For the past two years, the ethics center has co-sponsored and co-organized several events as part of Santa Clara’s School of Law “AI for Social Impact” series. This year, the series has been re-titled “AI for Social Impact and Equity” and features a spectacular line-up of timely topics and expert speakers. All of the events are at noon PST; they are all free and available to the public as Zoom webinars.
You can register now for any or all of them!
On September 24, the series launches with a talk by ACLU technology and civil liberties attorney Matt Cagle, detailing the latest developments in response to the deployment of facial recognition technology.
On October 8, Neil Potts, the Public Policy Director with oversight of Facebook’s Trust and Safety Policy Team, will discuss the content moderation policies and enforcement at the largest social media platform in the world.

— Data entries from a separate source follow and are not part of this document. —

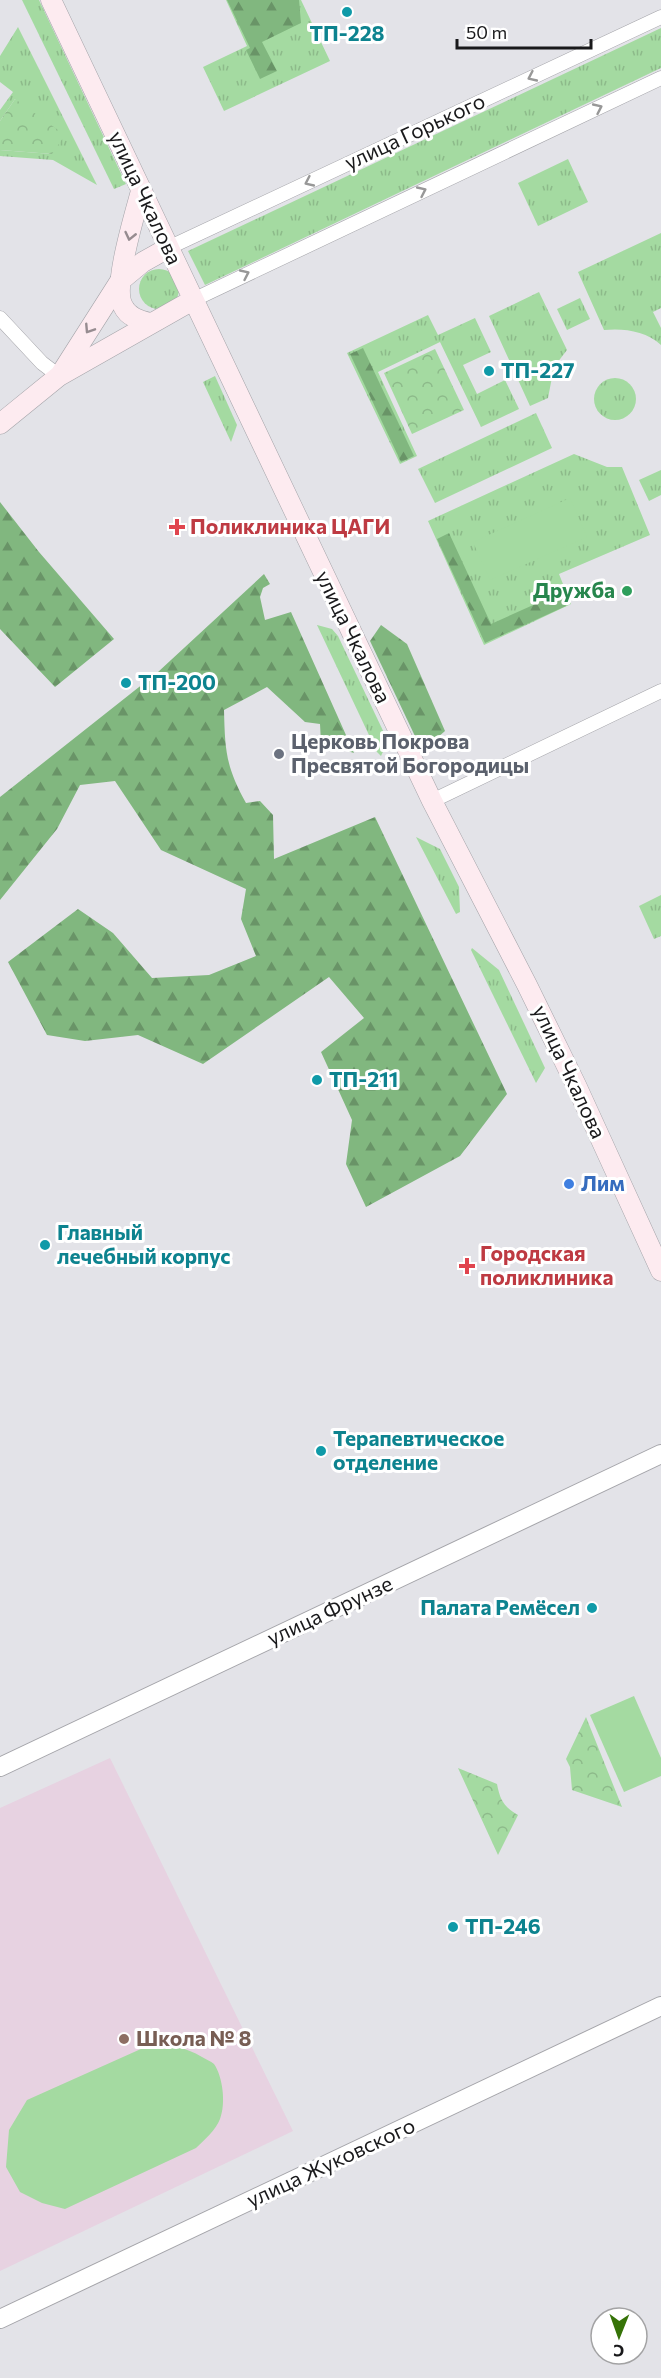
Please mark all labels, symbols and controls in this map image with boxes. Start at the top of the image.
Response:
marker: ТП-228 [340,5,354,19]
scale bar [457,12,590,50]
place label: ТП-228 [310,20,384,45]
text: 50 m [466,21,507,43]
one-way arrow [527,70,538,82]
street label: улица Горького [340,87,489,174]
one-way arrow [591,103,602,115]
street label: улица Чкалова [104,127,188,268]
one-way arrow [304,175,315,187]
one-way arrow [415,187,426,199]
one-way arrow [125,231,138,241]
one-way arrow [238,269,249,281]
one-way arrow [85,323,97,333]
place label: ТП-227 [501,357,575,382]
marker: ТП-227 [482,364,496,378]
place label: Поликлиника ЦАГИ [190,513,390,538]
marker: Поликлиника ЦАГИ [168,518,186,536]
street label: улица Чкалова [311,566,397,707]
place label: Дружба [533,577,615,602]
marker: Дружба [620,584,634,598]
place label: ТП-200 [138,669,216,694]
marker: ТП-200 [119,676,133,690]
place label: Церковь Покрова Пресвятой Богородицы [291,728,529,777]
marker: Церковь Покрова Пресвятой Богородицы [272,747,286,761]
street label: улица Чкалова [528,1001,612,1142]
place label: ТП-211 [329,1066,398,1091]
marker: ТП-211 [310,1073,324,1087]
place label: Лим [581,1170,625,1195]
marker: Лим [562,1177,576,1191]
place label: Главный лечебный корпус [57,1219,231,1268]
marker: Главный лечебный корпус [38,1238,52,1252]
place label: Городская поликлиника [480,1240,613,1289]
marker: Городская поликлиника [458,1257,476,1275]
place label: Терапевтическое отделение [333,1425,504,1474]
marker: Терапевтическое отделение [314,1444,328,1458]
street label: улица Фрунзе [263,1570,396,1650]
place label: Палата Ремёсел [420,1594,580,1619]
marker: Палата Ремёсел [585,1601,599,1615]
place label: ТП-246 [465,1913,541,1938]
marker: ТП-246 [446,1920,460,1934]
place label: Школа № 8 [136,2025,251,2050]
marker: Школа № 8 [117,2032,131,2046]
street label: улица Жуковского [242,2112,419,2212]
north arrow [589,2306,649,2366]
text: С [613,2342,624,2361]

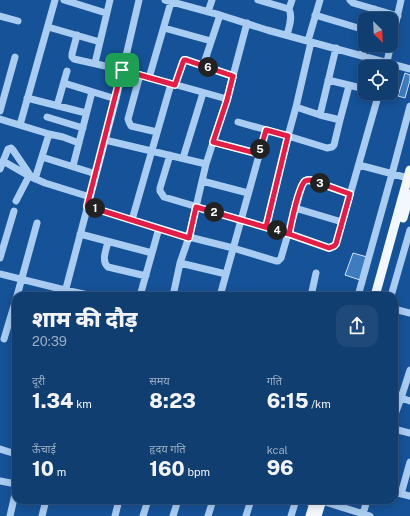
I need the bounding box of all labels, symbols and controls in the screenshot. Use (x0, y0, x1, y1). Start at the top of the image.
north arrow (358, 12, 398, 52)
map controls (358, 12, 398, 100)
pin (105, 53, 139, 87)
pin: 6 (198, 57, 218, 77)
icon: arrive (111, 59, 133, 81)
button: locate (358, 60, 398, 100)
text: 6 (204, 61, 212, 73)
pin: 5 (250, 139, 270, 159)
text: 5 (256, 143, 264, 155)
pin: 3 (310, 173, 330, 193)
text: 3 (316, 177, 324, 189)
pin: 1 (85, 198, 105, 218)
text: 1 (93, 202, 97, 214)
pin: 2 (204, 202, 224, 222)
text: 2 (211, 206, 218, 218)
pin: 4 (267, 220, 287, 240)
text: 4 (273, 224, 281, 236)
button: share (336, 305, 378, 347)
text: शाम की दौड़ (32, 306, 138, 332)
text: 20:39 (32, 334, 67, 349)
text: दूरी (32, 375, 45, 387)
text: समय (149, 375, 170, 387)
text: गति (267, 375, 282, 387)
text: 1.34 (32, 389, 73, 413)
text: 8:23 (149, 389, 196, 413)
text: 6:15 (267, 389, 309, 413)
text: km (73, 398, 92, 410)
text: /km (309, 398, 331, 410)
text: ऊँचाई (32, 443, 56, 455)
text: हृदय गति (149, 443, 186, 455)
text: kcal (267, 444, 288, 456)
text: 96 (267, 456, 294, 480)
text: 10 (32, 457, 54, 481)
text: 160 (149, 457, 185, 481)
text: m (54, 466, 66, 478)
text: bpm (185, 466, 210, 478)

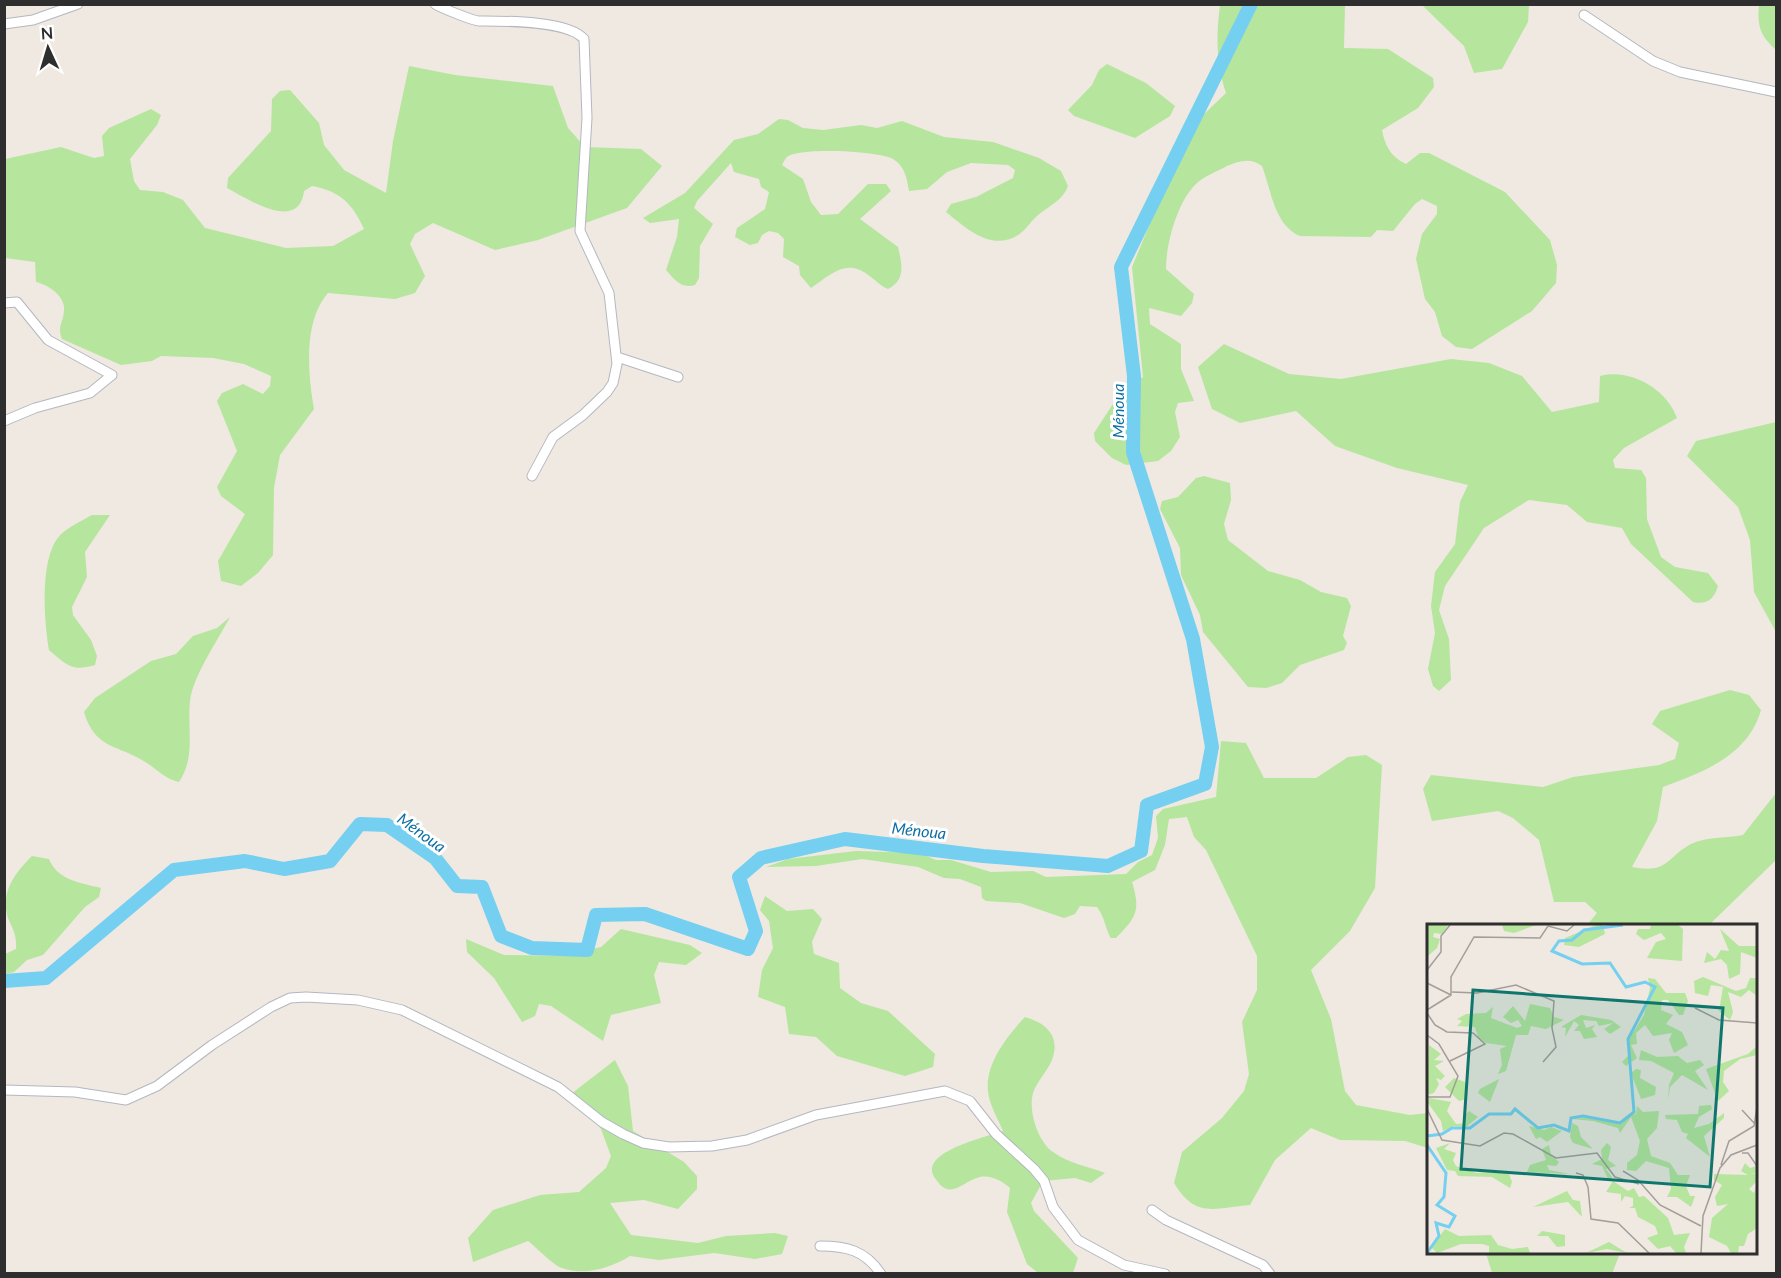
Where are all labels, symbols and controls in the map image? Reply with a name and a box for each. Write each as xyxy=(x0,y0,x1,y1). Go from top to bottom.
north arrow xyxy=(18,18,78,78)
text: N xyxy=(40,23,54,42)
water label: Ménoua xyxy=(1108,384,1127,438)
water label: Ménoua xyxy=(394,808,450,856)
water label: Ménoua xyxy=(891,818,947,842)
inset map xyxy=(1427,924,1757,1254)

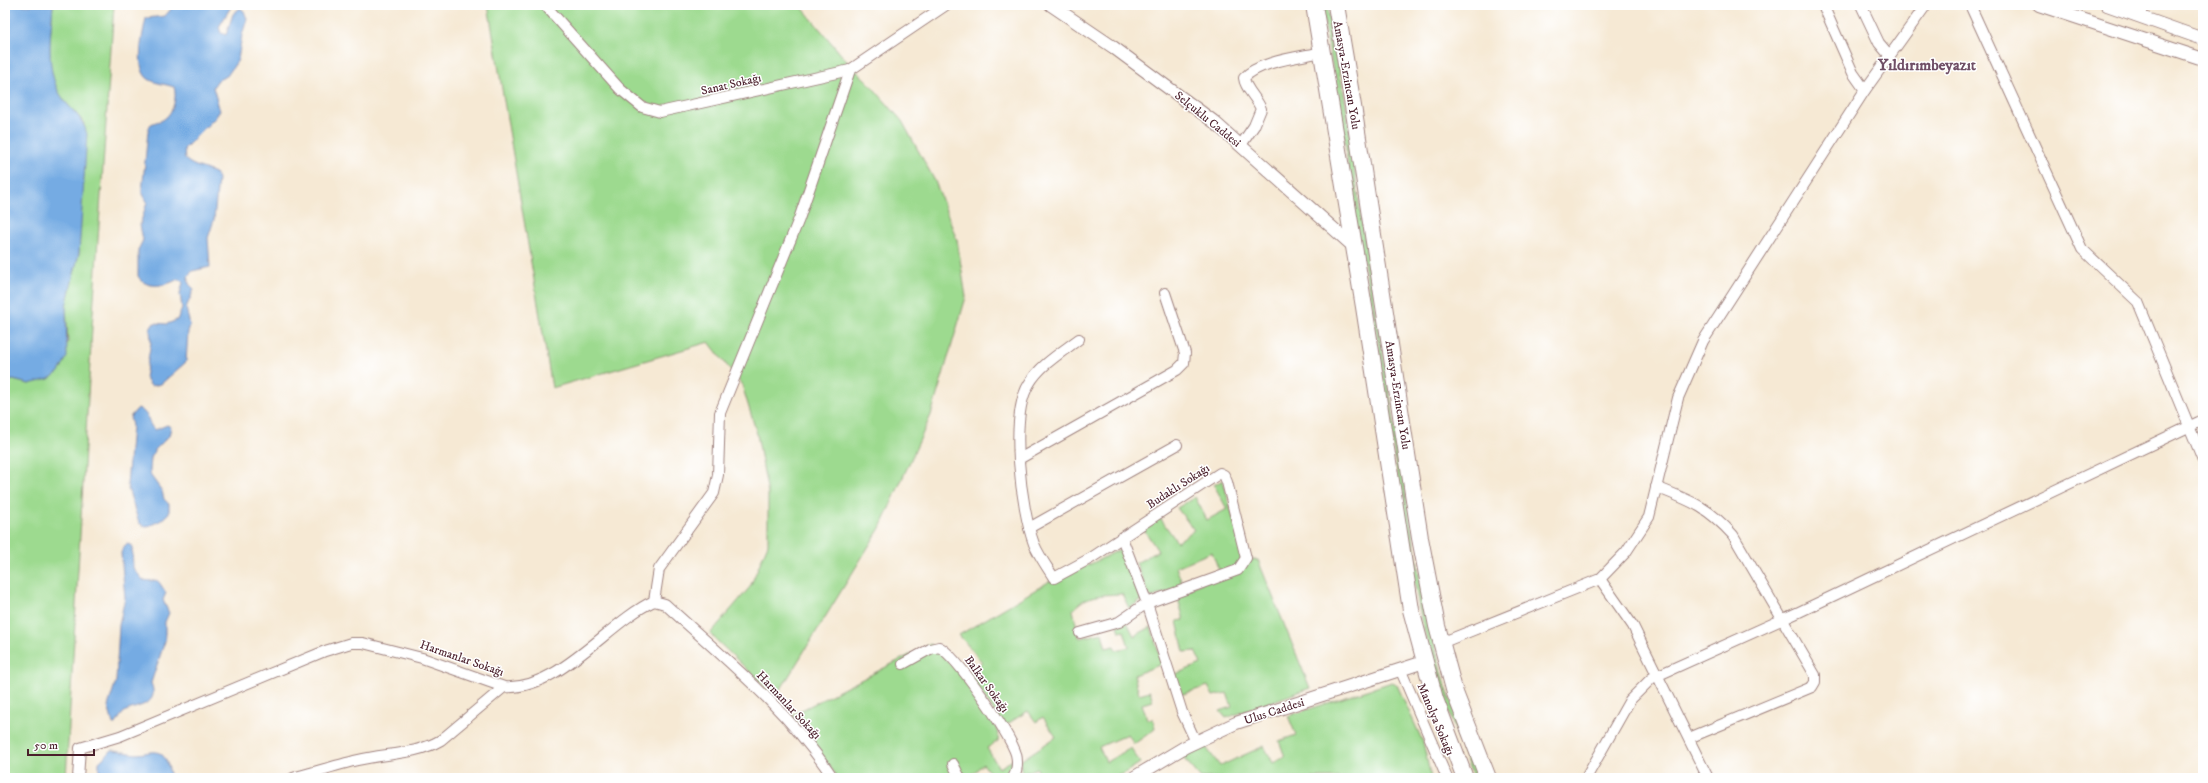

On October 15, an event titled “AI and Hiring: Automating Second Chances” will highlight the work of prof. Colleen Chien and the Paper Prison initiative that she leads; several Santa Clara University professors and students who are part of that initiative will discuss their effort to use algorithms to automate second chances for people who qualify for criminal record expungements, in the context of the impact of criminal records on hiring (and policies like Clean Slate and Ban the Box).
On October 29, Mutale Nkonde, the founding CEO of AI For the People (AFP) and a fellow at Harvard’s Berklman Klein Center for Internet and Society, will address the role that artificial intelligence plays in the ongoing fight against discrimination in the American criminal justice system, enabling a new generation of reformers.
Finally, on November 10, information warfare investigator Renee DiResta, who is the Research Manager at the Stanford Internet Observatory, will join us to provide a retrospective analysis of the efforts to interfere in the 2020 election, as well as of the efforts to prevent and combat the interference—and the use of AI in both.
The events will all be recorded, and the recordings will be made available on the website for the series.
For educators interested in increasing discussion on AI ethics in their courses, the Markkula Center for Applied Ethics offers a variety of additional resources, including a on overview titled “Artificial Intelligence and Ethics: Sixteen Challenges and Opportunities”; a collection of readings on AI ethics; a variety of brief AI ethics case studies; and a practical Framework for Ethical Decision Making.
We look forward to your participation in the “AI for Social Impact and Equity” events, and welcome your feedback!